Automated Detection of Retinal Signs of Degeneration Using Convolutional Neural Networks: A Retrospective Observational Study

Abstract:

Retinal degeneration, a major cause of vision impairment, demands early detection and intervention. Optical coherence tomography (OCT) facilitates the identification of retinal abnormalities, but manual interpretation is time-consuming and subjective. This study aimed to develop a deep learning-based system using convolutional neural networks (CNNs) for automated detection of retinal signs of degeneration. The system, trained and tested on OCT images, achieved high accuracy, sensitivity, and specificity in identifying various abnormalities. This highlights the potential of deep learning algorithms for early diagnosis and monitoring of retinal degeneration.

Introduction:

Retinal degeneration, encompassing conditions like age-related macular degeneration, diabetic retinopathy, and glaucoma, leads to irreversible vision loss. Early detection and intervention are crucial. OCT provides cross-sectional retinal images, enabling the identification of abnormalities. However, manual interpretation is challenging, especially for large populations. Deep learning, particularly CNNs, has shown promise in image recognition and classification tasks. This study aimed to develop a CNN-based system for automated detection of retinal signs of degeneration.

Methods:

Data Collection:
– Retrospective observational study at University Eye Clinic, Trieste, Italy.
– OCT scans acquired from healthy and pathological eyes.
– Inclusion criteria: presence of specific retinal signs (epiretinal membrane, inner foveal layer abnormalities, subretinal fluid, drusen, microaneurysms, vitreous macular adhesion, macular hole, breaks in Bruch’s membrane) in pathological group.

Image Labeling and Preprocessing:
– Images labeled by two experienced retinal specialists.
– Poor-quality images and images with disagreement excluded.
– Images cropped and resized to standard input size.

Datasets Population and Training Process:
– Nine binary predictive models created.
– Balanced datasets with 10% test set and 90% for fivefold cross-validation.

Modeling:
– Modified VGG-16 CNN architecture used.
– Transfer learning and fine-tuning techniques applied.
– Early stopping technique for optimal performance.
– Models trained for a maximum of 70 epochs.

Evaluation Metrics:
– Confusion matrices, accuracy, sensitivity, specificity, AUC, and Cohen’s Kappa indexes calculated.

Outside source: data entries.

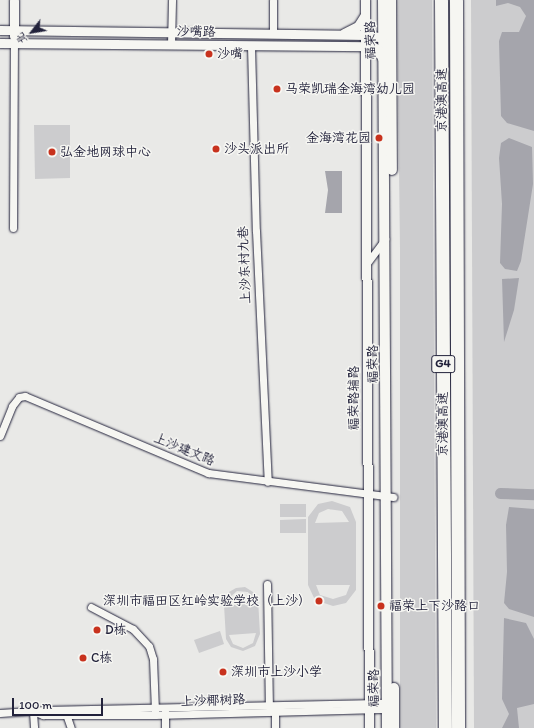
<!DOCTYPE html>
<meta charset="utf-8">
<style>
body{margin:0}
#map{position:relative;width:534px;height:728px;overflow:hidden;background:#e9e9e7;font-family:Itim,"LXGW WenKai TC",sans-serif}
div>[style]{position:absolute}
.green>*{inset:0;background:#ccccce}
.water>*{inset:0;background:#a5a5ac}
.river>*{height:11px;margin:-5.5px;padding:0 5.5px;transform-origin:5.5px;border-radius:5.5px;background:#a5a5ac}
.roads{filter:drop-shadow(0 0 1px #22223b) drop-shadow(0 0 1px #22223b)}
.minor>*{height:7px;margin:-3.5px;padding:0 3.5px;transform-origin:3.5px;border-radius:3.5px;background:#f6f6f2}
.tertiary>*{height:9px;margin:-4.5px;padding:0 4.5px;transform-origin:4.5px;border-radius:4.5px;background:#f6f6f2}
.secondary>*{height:10px;margin:-5px;padding:0 5px;transform-origin:5px;border-radius:5px;background:#f6f6f2}
.motorway>*{height:13px;margin:-6.5px;padding:0 6.5px;transform-origin:6.5px;border-radius:6.5px;background:#f6f6f2}
.dots>*{width:11px;height:11px;translate:-50% -50%;box-sizing:border-box;border:2px solid #f6f6f2;border-radius:50%}
span{translate:-50% -50%;white-space:nowrap;text-align:center;line-height:1.15;-webkit-text-stroke:3px #f6f6f2;paint-order:stroke}
.shield-label span{padding:1px 3px;background:#f6f6f2;border:1px solid;border-radius:3px;-webkit-text-stroke-width:0}
.shield-label{font-size:12px;color:#22223b;font-weight:700}
.street-label{font-size:13px;color:#22223b}
.poi-label{font-size:13px;color:#22223b}
.left{translate:0 -50%;text-align:left}
.right{translate:-100% -50%;text-align:right}
.north{position:absolute;left:12px;top:12px;width:40px;height:40px;-webkit-text-stroke:3px #f6f6f2;paint-order:stroke;rotate:239deg;font-size:11px;font-weight:700;line-height:16px;text-align:center;color:#22223b}
.north::after{content:'';display:block;margin:auto;width:14px;height:18px;background:#22223b;clip-path:polygon(50% 0,100% 100%,50% 72%,0 100%)}
.scale{position:absolute;left:12px;top:698px;width:91px;height:18px;box-sizing:border-box;border:2px solid #22223b;border-top:0;padding-left:5px;font-size:12px;line-height:14px;white-space:nowrap;color:#22223b;-webkit-text-stroke:3px #f6f6f2;paint-order:stroke}
</style>
<div id="map">
<div class="green">
<div style="clip-path:polygon(397px 0,432px 0,436px 728px,400px 728px,400px 250px)"></div>
<div style="clip-path:polygon(471px 0,534px 0,534px 728px,474px 728px)"></div>
<div style="clip-path:polygon(34px 125px,70px 125px,70px 178px,35px 179px)"></div>
<div style="clip-path:polygon(evenodd,332px 501px,350px 507px,356px 522px,356px 590px,346px 603px,333px 606px,315px 600px,308px 585px,308px 517px,318px 504px,332px 501px,328px 509px,342px 511px,349px 522px,315px 523px,319px 513px,328px 509px,332px 501px,316px 585px,350px 585px,346px 595px,333px 599px,320px 595px,316px 585px)"></div>
<div style="clip-path:polygon(280px 504px,306px 504px,306px 517px,280px 517px)"></div>
<div style="clip-path:polygon(306px 519px,306px 533px,280px 533px,280px 520px)"></div>
<div style="clip-path:polygon(evenodd,245px 587px,253px 592px,258px 599px,260px 634px,255px 646px,243px 651px,231px 647px,226px 639px,224px 605px,229px 592px,236px 588px,245px 587px,237px 591px,248px 592px,255px 604px,228px 605px,229px 598px,237px 591px,245px 587px,256px 633px,253px 643px,243px 648px,233px 644px,229px 635px,256px 633px)"></div>
<div style="clip-path:polygon(220px 631px,224px 644px,199px 653px,194px 640px)"></div>
</div>
<div class="water">
<div style="clip-path:polygon(496px 0,534px 0,534px 131px,507px 123px,501px 116px,499px 41px,502px 32px,519px 32px,526px 16px,520px 7px,508px 3px,496px 6px)"></div>
<div style="clip-path:polygon(509px 138px,532px 147px,533px 184px,521px 261px,517px 271px,505px 269px,500px 263px,502px 204px,499px 158px,501px 143px)"></div>
<div style="clip-path:polygon(325px 171px,342px 171px,342px 213px,325px 213px,328px 190px)"></div>
<div style="clip-path:polygon(519px 278px,514px 310px,504px 342px,502px 279px)"></div>
<div style="clip-path:polygon(509px 507px,534px 509px,534px 617px,509px 609px,504px 603px,507px 572px,506px 525px)"></div>
<div style="clip-path:polygon(504px 618px,526px 623px,534px 639px,534px 704px,517px 708px,519px 728px,502px 728px,509px 714px,502px 699px)"></div>
</div>
<div class="river">
<div style="left:500px;top:493px;width:34px;rotate:2deg"></div>
</div>
<div class="roads">
<div class="minor">
<div style="left:273px;top:34px;width:34px;rotate:-90deg"></div>
<div style="left:171px;top:45px;width:45px;rotate:-88.7deg"></div>
<div style="left:251px;top:46px;width:185px;rotate:88.5deg"></div>
<div style="left:256px;top:231px;width:251px;rotate:87.3deg"></div>
<div style="left:13px;top:228px;width:185px;rotate:-89.7deg"></div>
<div style="left:367px;top:263px;width:30px;rotate:-53deg"></div>
<div style="left:0;top:436px;width:32px;rotate:-68deg"></div>
<div style="left:12px;top:406px;width:11px;rotate:-52deg"></div>
<div style="left:19px;top:397px;width:6px;rotate:-9deg"></div>
<div style="left:25px;top:396px;width:199px;rotate:22.8deg"></div>
<div style="left:208px;top:473px;width:187px;rotate:7.4deg"></div>
<div style="left:267px;top:584px;width:121px;rotate:89.1deg"></div>
<div style="left:91px;top:607px;width:47px;rotate:27.6deg"></div>
<div style="left:133px;top:629px;width:23px;rotate:47deg"></div>
<div style="left:149px;top:646px;width:14px;rotate:73deg"></div>
<div style="left:153px;top:659px;width:53px;rotate:87.8deg"></div>
<div style="left:65px;top:711px;width:18px;rotate:71deg"></div>
<div style="left:33px;top:712px;width:16px;rotate:86deg"></div>
<div style="left:35px;top:712px;width:9px;rotate:21deg"></div>
<div style="left:43px;top:715px;width:112px"></div>
<div style="left:155px;top:715px;width:235px;rotate:-1.5deg"></div>
<div style="left:0;top:713px;width:44px;rotate:-3.9deg"></div>
<div style="left:44px;top:710px;width:346px;rotate:-1.2deg"></div>
<div style="left:165px;top:728px;width:17px;rotate:-90deg"></div>
<div style="left:275px;top:728px;width:17px;rotate:-90deg"></div>
</div>
<div class="tertiary">
<div style="left:14px;top:0;width:36px;rotate:90deg"></div>
<div style="left:365px;top:0;width:728px;rotate:89.69deg"></div>
<div style="left:0;top:30px;width:366px;rotate:0.8deg"></div>
<div style="left:366px;top:35px;width:24px;rotate:9deg"></div>
<div style="left:344px;top:33px;width:16px;rotate:-27deg"></div>
<div style="left:358px;top:26px;width:13px;rotate:-58deg"></div>
<div style="left:0;top:43px;width:371px;rotate:0.5deg"></div>
</div>
<div class="secondary">
<div style="left:383px;top:0;width:728px;rotate:89.69deg"></div>
<div style="left:391px;top:0;width:170px;rotate:89.7deg"></div>
<div style="left:371px;top:46px;width:9px;rotate:32deg"></div>
<div style="left:379px;top:51px;width:10px;rotate:61deg"></div>
<div style="left:394px;top:688px;width:40px;rotate:90deg"></div>
</div>
<div class="motorway">
<div style="left:441px;top:0;width:728px;rotate:89.69deg"></div>
<div style="left:456px;top:0;width:728px;rotate:89.84deg"></div>
</div>
</div>
<div class="dots">
<div style="left:209px;top:54px;background:#c8321e"></div>
<div style="left:277px;top:89px;background:#c8321e"></div>
<div style="left:379px;top:138px;background:#c8321e"></div>
<div style="left:216px;top:149px;background:#c8321e"></div>
<div style="left:52px;top:152px;background:#c8321e"></div>
<div style="left:319px;top:601px;background:#c8321e"></div>
<div style="left:381px;top:606px;background:#c8321e"></div>
<div style="left:97px;top:630px;background:#c8321e"></div>
<div style="left:83px;top:658px;background:#c8321e"></div>
<div style="left:223px;top:672px;background:#c8321e"></div>
</div>
<div class="shield-label">
<span style="left:443px;top:364px">G4</span>
</div>
<div class="street-label">
<span style="left:196px;top:32px;rotate:1deg">沙嘴路</span>
<span style="left:371px;top:40px;rotate:-91deg">福荣路</span>
<span style="left:442px;top:100px;rotate:-90deg">京港澳高速</span>
<span style="left:245px;top:265px;rotate:-92deg">上沙东村九巷</span>
<span style="left:373px;top:364px;rotate:-90deg">福荣路</span>
<span style="left:354px;top:398px;rotate:-90deg">福荣路辅路</span>
<span style="left:443px;top:424px;rotate:-90deg">京港澳高速</span>
<span style="left:184px;top:450px;rotate:22deg">上沙建文路</span>
<span style="left:374px;top:688px;rotate:-90deg">福荣路</span>
<span style="left:213px;top:701px;rotate:-2deg">上沙椰树路</span>
</div>
<div class="poi-label">
<span class="left" style="left:217px;top:54px">沙嘴</span>
<span class="left" style="left:285px;top:89px">马荣凯瑞金海湾幼儿园</span>
<span class="right" style="left:371px;top:138px">金海湾花园</span>
<span class="left" style="left:224px;top:149px">沙头派出所</span>
<span class="left" style="left:60px;top:152px">弘金地网球中心</span>
<span class="right" style="left:311px;top:601px">深圳市福田区红岭实验学校（上沙）</span>
<span class="left" style="left:389px;top:606px">福荣上下沙路口</span>
<span class="left" style="left:105px;top:630px">D栋</span>
<span class="left" style="left:91px;top:658px">C栋</span>
<span class="left" style="left:231px;top:672px">深圳市上沙小学</span>
</div>
<div class="north">北</div>
<div class="scale">100 m</div>
</div>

Model Visualization (GRAD-CAM):
– Grad-CAM heatmaps used to understand CNN predictions.

Results:

Overall Performance:
– High accuracy, sensitivity, specificity, and AUC achieved by the models.
– Model 1: Healthy vs. Pathological (AUC: 0.999)
– Model 2: Epiretinal Membrane (AUC: 0.992)
– Model 3: Inner Foveal Layer Abnormalities (AUC: 0.987)
– Model 4: Subretinal Fluid (AUC: 0.991)
– Model 5: Drusen (AUC: 0.989)
– Model 6: Microaneurysms (AUC: 0.993)
– Model 7: Vitreous Macular Adhesion (AUC: 0.988)
– Model 8: Macular Hole (AUC: 0.995)
– Model 9: Breaks in Bruch’s Membrane (AUC: 0.990)

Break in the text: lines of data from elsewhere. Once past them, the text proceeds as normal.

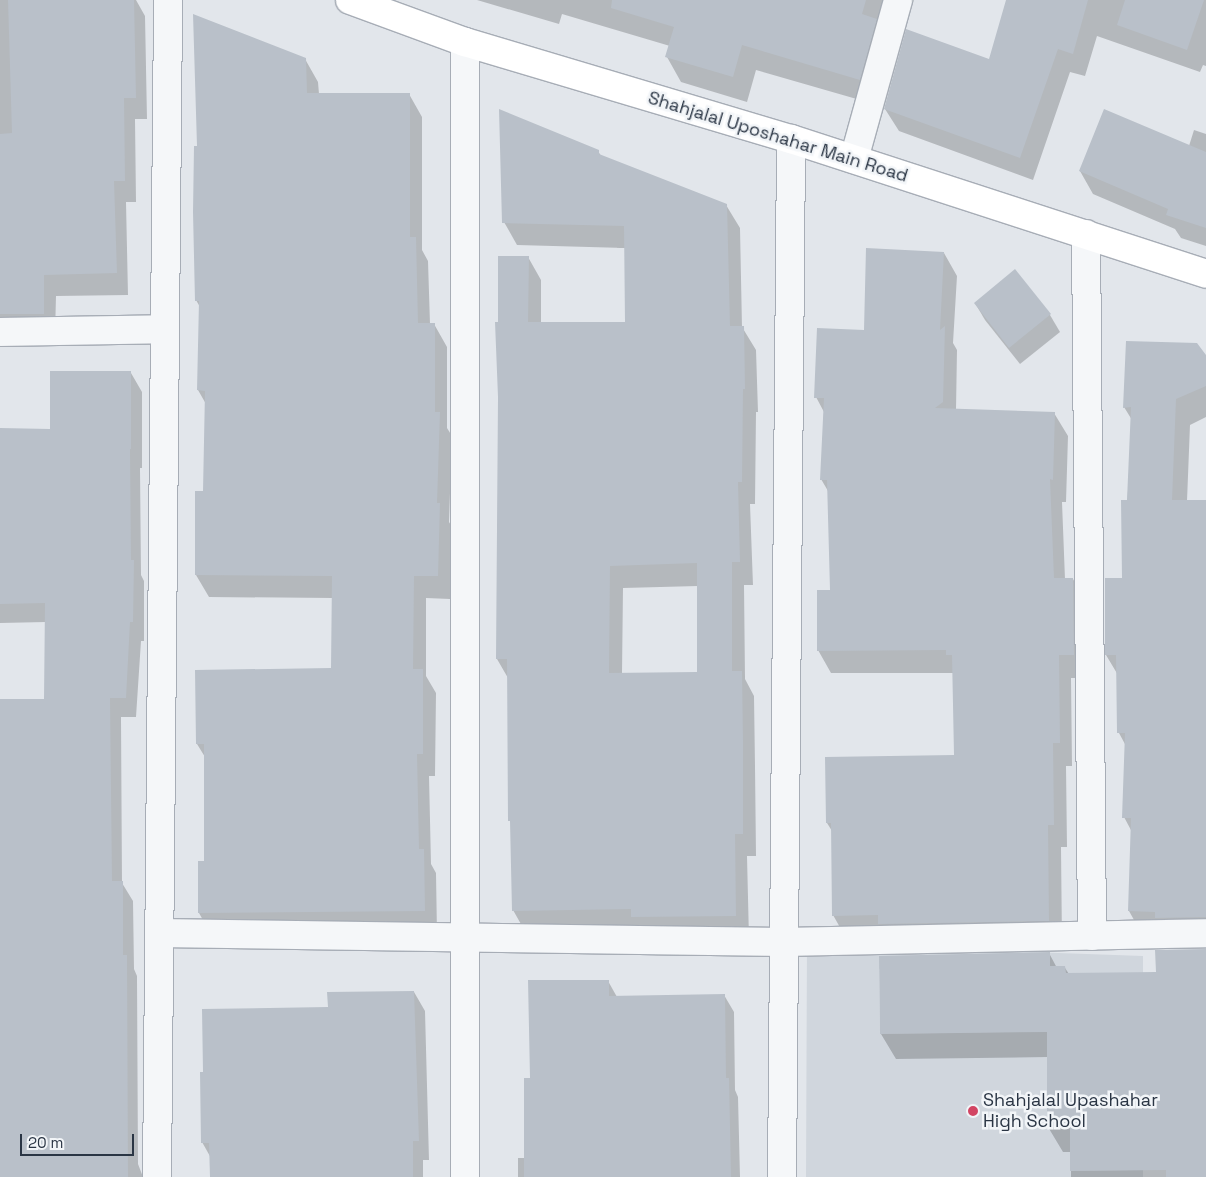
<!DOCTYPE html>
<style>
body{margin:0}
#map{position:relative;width:1206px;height:1177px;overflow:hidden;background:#e2e6eb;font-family:"Space Grotesk",sans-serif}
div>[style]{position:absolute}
.built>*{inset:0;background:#d0d6dd}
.shadow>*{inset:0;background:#0003}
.building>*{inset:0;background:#b9c0c9}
.roads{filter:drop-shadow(1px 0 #a7adb6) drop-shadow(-1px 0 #a7adb6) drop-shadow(0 1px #a7adb6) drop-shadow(0 -1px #a7adb6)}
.street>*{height:28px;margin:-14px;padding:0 14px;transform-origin:14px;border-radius:14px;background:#f5f7f9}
.primary>*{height:28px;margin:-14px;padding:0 14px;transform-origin:14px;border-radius:14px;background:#fff}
.dots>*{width:14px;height:14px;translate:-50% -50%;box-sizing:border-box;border:2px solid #f2f5f8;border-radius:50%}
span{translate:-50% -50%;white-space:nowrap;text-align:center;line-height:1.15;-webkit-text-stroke:5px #f2f5f8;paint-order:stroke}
.street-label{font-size:18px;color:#2a3544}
.poi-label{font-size:18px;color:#2a3544}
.left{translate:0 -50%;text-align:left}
.scale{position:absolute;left:20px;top:1134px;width:114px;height:22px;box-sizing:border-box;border:2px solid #2a3544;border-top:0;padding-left:6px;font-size:15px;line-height:18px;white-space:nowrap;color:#2a3544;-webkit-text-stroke:4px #f2f5f8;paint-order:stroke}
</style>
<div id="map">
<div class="built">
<i style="clip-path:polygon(evenodd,807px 944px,1143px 956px,1143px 1177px,806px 1177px,807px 944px,1065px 967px,1066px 1031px,880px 1034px,879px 969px,1065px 967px,807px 944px,1133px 973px,1135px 1170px,1070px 1171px,1070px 1127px,1047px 1127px,1047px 1088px,1133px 973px)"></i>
</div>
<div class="shadow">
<i style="clip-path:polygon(0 0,136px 0,145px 16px,147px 119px,135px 119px,136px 202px,126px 202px,128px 295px,56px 296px,55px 335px,0 335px)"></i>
<i style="clip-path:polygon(477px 0,887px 0,874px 104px,756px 70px,747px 102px,681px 82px,667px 57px,670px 46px,562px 14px,559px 24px)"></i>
<i style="clip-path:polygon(1007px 0,1206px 0,1206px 66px,1203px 65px,1200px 72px,1097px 36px,1085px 76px,1070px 72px,1033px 180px,899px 131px,885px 109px,990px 61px)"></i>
<i style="clip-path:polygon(305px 59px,318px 82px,319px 94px,409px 94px,422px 117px,422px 250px,428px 261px,430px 324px,434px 324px,447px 347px,447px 428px,452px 436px,449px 522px,452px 527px,450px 599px,426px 598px,426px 676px,436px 693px,435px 776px,429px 776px,431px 864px,436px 873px,437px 934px,212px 936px,199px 913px,206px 863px,205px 757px,197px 744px,332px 670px,333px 598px,209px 597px,196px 575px,204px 492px,206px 404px,198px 390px,200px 307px,196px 300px,198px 147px)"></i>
<i style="clip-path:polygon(1194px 130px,1206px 134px,1206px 246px,1181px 238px,1175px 229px,1093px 194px,1080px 171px,1189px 146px)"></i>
<i style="clip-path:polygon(evenodd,598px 151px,601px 156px,726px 205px,740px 228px,742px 327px,756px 350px,758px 412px,756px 412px,755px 504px,750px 504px,753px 585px,744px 585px,745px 679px,754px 696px,755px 766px,756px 856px,747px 856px,749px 939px,526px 933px,513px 910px,508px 678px,497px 659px,499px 323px,528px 257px,541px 280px,541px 323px,626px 323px,625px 248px,517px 245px,504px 222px,598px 151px,698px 586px,699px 673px,622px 674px,623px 588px,698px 586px)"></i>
<i style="clip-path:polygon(944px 253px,957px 276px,953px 343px,957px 350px,956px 410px,1054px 413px,1068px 436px,1066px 502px,1062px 502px,1065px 579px,1073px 579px,1086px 602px,1087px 678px,1071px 678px,1072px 766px,1066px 766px,1067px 847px,1061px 847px,1062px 943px,846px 938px,833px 915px,832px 831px,827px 823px,955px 756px,954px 673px,831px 673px,818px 650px,831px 592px,828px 491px,821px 479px,824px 412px,816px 397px)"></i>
<i style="clip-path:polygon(1015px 271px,1050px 315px,1060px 332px,1020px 364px,985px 320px,975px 303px)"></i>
<i style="clip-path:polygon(1206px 357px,1206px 417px,1190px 425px,1187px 501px,1206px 501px,1206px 944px,1143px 936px,1129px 911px,1132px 832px,1124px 817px,1126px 746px,1119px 733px,1118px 675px,1106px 655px,1106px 579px,1123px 579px,1132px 420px,1124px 407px)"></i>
<i style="clip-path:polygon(131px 373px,142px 392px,142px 468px,140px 468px,141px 575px,144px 581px,144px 641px,141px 641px,136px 717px,121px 717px,122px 883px,133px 901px,134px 969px,137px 976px,138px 1164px,143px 1177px,0 1177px,0 701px,45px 700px,46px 622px,0 623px,0 430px,51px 431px)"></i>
<i style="clip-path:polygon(1206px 950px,1206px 1177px,1071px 1177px,1071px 1152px,1063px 1152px,1048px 1127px,1048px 1057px,896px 1059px,881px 1034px,1049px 953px,1057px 968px,1065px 968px,1069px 974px,1157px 974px)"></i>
<i style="clip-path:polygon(608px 981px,617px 997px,724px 995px,734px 1012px,735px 1090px,738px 1097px,740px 1177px,518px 1177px,518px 1158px,525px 1158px,531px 1079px)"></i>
<i style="clip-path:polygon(414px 992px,425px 1011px,429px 1160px,423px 1160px,423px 1177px,211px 1177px,211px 1158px,202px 1142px,329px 1008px)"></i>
</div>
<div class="building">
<i style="clip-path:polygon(8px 0,134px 0,136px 98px,124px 98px,125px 181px,114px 181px,117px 273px,44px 275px,44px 314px,0 314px,0 134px,12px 133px)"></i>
<i style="clip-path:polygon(612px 0,866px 0,862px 14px,877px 19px,860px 80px,742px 45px,733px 77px,665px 57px,674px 27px,611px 8px)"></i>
<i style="clip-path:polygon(1006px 0,1088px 0,1073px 54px,1058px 49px,1020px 158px,884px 109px,906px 29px,989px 59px)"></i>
<i style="clip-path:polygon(1125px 0,1204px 0,1187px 50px,1117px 25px)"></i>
<i style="clip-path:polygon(193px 14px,306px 58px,307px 93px,410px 93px,410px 237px,416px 237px,418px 323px,435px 323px,435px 412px,440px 412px,437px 503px,440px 503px,438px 576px,414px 576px,413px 669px,423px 669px,423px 754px,417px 754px,419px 849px,424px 849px,425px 911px,198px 913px,198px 861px,204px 861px,204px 744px,196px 744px,195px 670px,331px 668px,332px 576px,195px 575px,195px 491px,203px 491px,205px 391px,197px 390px,199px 301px,195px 301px,193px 212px,194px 146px,197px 146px)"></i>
<i style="clip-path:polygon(evenodd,499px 109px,599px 150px,599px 154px,727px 204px,730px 326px,744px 326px,745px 389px,743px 389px,742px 482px,738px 482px,740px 562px,732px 562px,732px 671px,742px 671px,743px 742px,743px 834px,735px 834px,736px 916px,631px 917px,631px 909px,512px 911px,510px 821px,508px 821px,507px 659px,496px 659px,498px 397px,495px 322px,498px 322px,498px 256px,529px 256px,528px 322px,625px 322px,624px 226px,502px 223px,499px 109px,697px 563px,697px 672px,609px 673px,610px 566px,697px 563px)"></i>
<i style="clip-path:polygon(1104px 109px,1206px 152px,1206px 228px,1166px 215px,1168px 209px,1079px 171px)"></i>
<i style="clip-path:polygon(866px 248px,944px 252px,940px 330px,945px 326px,943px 402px,935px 408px,1055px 412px,1053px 480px,1050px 479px,1054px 578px,1073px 578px,1074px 655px,1059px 655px,1060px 743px,1053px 743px,1054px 825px,1048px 825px,1049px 921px,878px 924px,878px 915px,832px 916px,831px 823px,826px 823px,825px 757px,954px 755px,952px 655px,946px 655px,946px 650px,817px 651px,817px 590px,830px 590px,827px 480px,820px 480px,824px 398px,814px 398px,817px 328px,864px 330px)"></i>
<i style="clip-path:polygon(1015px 269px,1051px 314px,1009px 348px,974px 303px)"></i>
<i style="clip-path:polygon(1126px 341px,1197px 343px,1206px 355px,1206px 386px,1176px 399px,1172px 500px,1206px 500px,1206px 917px,1155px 918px,1155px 912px,1128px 911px,1131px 818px,1122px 818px,1125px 733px,1117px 733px,1116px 655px,1105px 655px,1105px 578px,1122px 578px,1121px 500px,1127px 500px,1131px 407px,1123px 408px)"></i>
<i style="clip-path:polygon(50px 371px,131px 371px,131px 449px,130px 449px,131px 560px,134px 560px,133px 622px,130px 622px,126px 698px,110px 698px,112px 881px,123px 881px,123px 955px,127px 955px,128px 1177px,0 1177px,0 699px,44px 699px,45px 603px,0 604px,0 428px,50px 429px)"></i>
<i style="clip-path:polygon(1206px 949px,1206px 1177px,1166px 1177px,1166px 1170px,1070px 1171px,1070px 1127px,1047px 1128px,1047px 1032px,880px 1034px,879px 956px,1050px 952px,1050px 966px,1065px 966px,1066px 973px,1156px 972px,1155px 950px)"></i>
<i style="clip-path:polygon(528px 980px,609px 980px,609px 996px,725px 994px,726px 1078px,729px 1078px,731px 1177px,524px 1177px,524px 1078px,530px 1078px)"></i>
<i style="clip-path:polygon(414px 991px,419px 1141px,413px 1141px,413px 1177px,210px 1177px,209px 1143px,201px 1143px,200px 1072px,203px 1072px,202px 1009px,328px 1007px,327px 992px)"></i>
</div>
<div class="roads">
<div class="street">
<i style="left:854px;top:159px;width:165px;rotate:-74.5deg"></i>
<i style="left:1086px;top:234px;width:702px;rotate:89.51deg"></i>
<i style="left:0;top:332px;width:164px;rotate:-1deg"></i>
<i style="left:159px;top:933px;width:625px;rotate:0.83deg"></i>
<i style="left:784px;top:942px;width:422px;rotate:-1.2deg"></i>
<i style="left:157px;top:1177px;width:1177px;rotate:-89.46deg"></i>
<i style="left:465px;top:1177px;width:1135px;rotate:-90deg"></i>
<i style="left:782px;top:1177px;width:1038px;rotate:-89.5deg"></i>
</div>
<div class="primary">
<i style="left:350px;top:0;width:122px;rotate:20.1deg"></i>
<i style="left:465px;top:42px;width:340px;rotate:16.6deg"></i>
<i style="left:791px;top:139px;width:436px;rotate:18deg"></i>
</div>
</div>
<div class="dots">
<i style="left:973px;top:1111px;background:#d24563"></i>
</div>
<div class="street-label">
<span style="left:778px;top:137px;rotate:17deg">Shahjalal Uposhahar Main Road</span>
</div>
<div class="poi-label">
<span class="left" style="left:983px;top:1111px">Shahjalal Upashahar<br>High School</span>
</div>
<div class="scale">20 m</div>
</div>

Model Visualization (GRAD-CAM):
– Heatmaps highlighted regions influencing the model’s decisions.

Conclusion:

The developed CNN-based system demonstrated high accuracy in detecting retinal signs of degeneration. This automated system has the potential to aid in early diagnosis and monitoring of retinal degeneration, facilitating timely intervention and preserving vision. Further studies with larger datasets and clinical implementation are warranted to confirm the findings and assess the system’s real-world applicability.